May net orders, at 6,100 units, were about 46 percent lower year/year, and 7,650 units below April’s intake. May’s tally brings the YTD net order activity to 68,200 units, 25 percent lower than the first five months of 2023, with its faster paced order environment, pent-up demand, and moderately congested supply chain, according to this month’s issue of ACT Research’s State of the Industry: U.S. Trailers report.
“Seasonally adjusted, May’s orders were nearly 7,200 units compared to a 17,300 SA rate in April,” said Jennifer McNealy, Director–CV Market Research & Publications at ACT Research. “On that basis, orders decreased 59 percent m/m. Dry van orders contracted 85 percent y/y, while reefers, albeit at low volumes, were still an improvement from last May’s negative net order tally.
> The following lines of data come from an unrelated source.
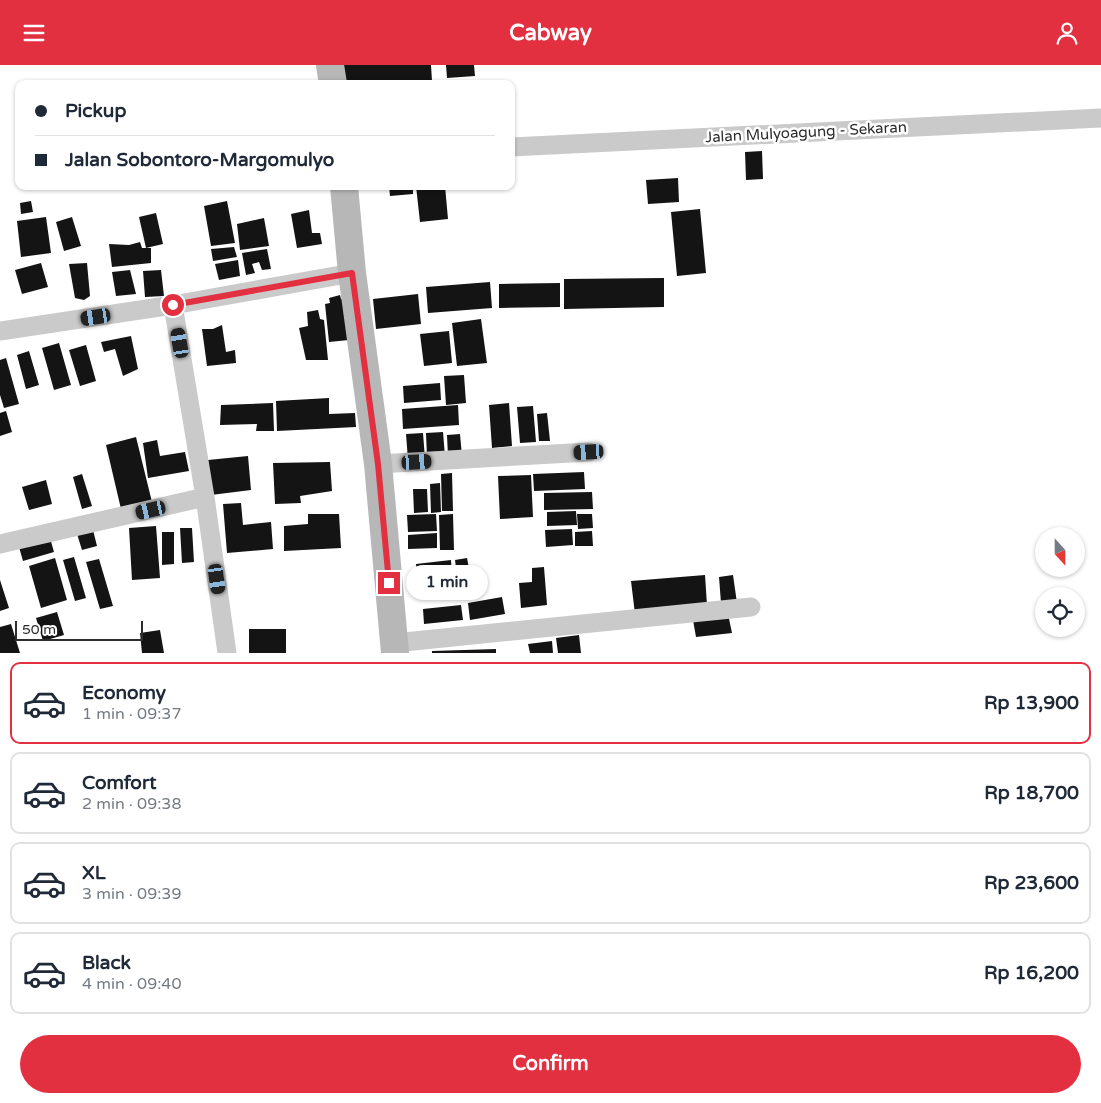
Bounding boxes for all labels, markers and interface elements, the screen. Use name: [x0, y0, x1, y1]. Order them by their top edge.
icon: menu: [20, 19, 48, 47]
icon: person: [1053, 19, 1081, 47]
text: Cabway: [509, 20, 592, 46]
text: Pickup: [65, 100, 126, 122]
street label: Jalan Mulyoagung - Sekaran: [705, 118, 907, 146]
text: Jalan Sobontoro-Margomulyo: [65, 149, 334, 171]
route start: [162, 294, 184, 316]
car: [80, 307, 111, 327]
car: [170, 327, 189, 359]
car: [573, 444, 604, 460]
car: [401, 454, 432, 470]
car: [134, 499, 167, 521]
north arrow: [1035, 527, 1085, 577]
map controls: [1035, 527, 1085, 637]
car: [207, 563, 226, 595]
callout: 1 min: [406, 565, 489, 601]
route end: [378, 572, 400, 594]
text: 1 min: [426, 572, 468, 592]
button: locate: [1035, 587, 1085, 637]
scale bar: [15, 618, 142, 641]
text: 50 m: [22, 621, 56, 638]
icon: car: [22, 681, 67, 726]
text: Economy: [82, 682, 166, 704]
text: Rp 13,900: [984, 692, 1079, 714]
text: 1 min · 09:37: [82, 704, 181, 724]
icon: car: [22, 771, 67, 816]
text: Comfort: [82, 772, 156, 794]
text: Rp 18,700: [984, 782, 1079, 804]
text: 2 min · 09:38: [82, 794, 181, 814]
icon: car: [22, 861, 67, 906]
text: XL: [82, 862, 106, 884]
text: Rp 23,600: [984, 872, 1079, 894]
text: 3 min · 09:39: [82, 884, 181, 904]
icon: car: [22, 951, 67, 996]
text: Black: [82, 952, 131, 974]
text: Rp 16,200: [984, 962, 1079, 984]
text: 4 min · 09:40: [82, 974, 181, 994]
button: Confirm: [20, 1035, 1081, 1093]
Flats were 37 percent lower compared to May 2023.”
She added, “Total cancellations again oscillated to the higher side of the pendulum’s arc in May. The cancellation rate rose to 3.2 percent of the backlog, from April’s 1.5 percent rate. Eight of ten markets remained at or above the 1 percent mark, with OEMs indicating cancellations from multiple fleets and dealers.”
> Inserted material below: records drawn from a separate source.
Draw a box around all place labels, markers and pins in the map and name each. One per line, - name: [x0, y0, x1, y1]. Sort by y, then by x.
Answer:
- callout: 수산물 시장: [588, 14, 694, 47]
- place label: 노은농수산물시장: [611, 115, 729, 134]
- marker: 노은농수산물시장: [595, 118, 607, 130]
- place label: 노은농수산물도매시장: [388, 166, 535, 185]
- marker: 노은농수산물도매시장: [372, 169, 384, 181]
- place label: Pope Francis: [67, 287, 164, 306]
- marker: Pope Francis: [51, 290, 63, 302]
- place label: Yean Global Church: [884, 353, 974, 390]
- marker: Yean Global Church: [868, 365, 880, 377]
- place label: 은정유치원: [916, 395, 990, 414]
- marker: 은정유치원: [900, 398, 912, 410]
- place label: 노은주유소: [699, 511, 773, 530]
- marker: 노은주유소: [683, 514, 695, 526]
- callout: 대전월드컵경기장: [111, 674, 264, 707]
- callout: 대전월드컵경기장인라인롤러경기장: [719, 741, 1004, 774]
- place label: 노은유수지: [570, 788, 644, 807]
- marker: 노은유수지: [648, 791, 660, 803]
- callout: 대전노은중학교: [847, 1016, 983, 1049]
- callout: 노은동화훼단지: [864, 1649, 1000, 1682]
McNealy concluded, “In this CAPEX constrained environment, and with an expensive EPA mandate landing in 2027, fleet willingness to spend on trailers is under growing pressure. Coupling these factors and overstocked dealer inventories that are proving harder to move and the absence of a need for carriers to boost trailer: tractor ratios in the short-term, as capacity remains plentiful and spot market volumes and rates remain under pressure from private fleet capacity expansions, and it adds up to a challenging part of the cycle for the U.S. trailer industry.”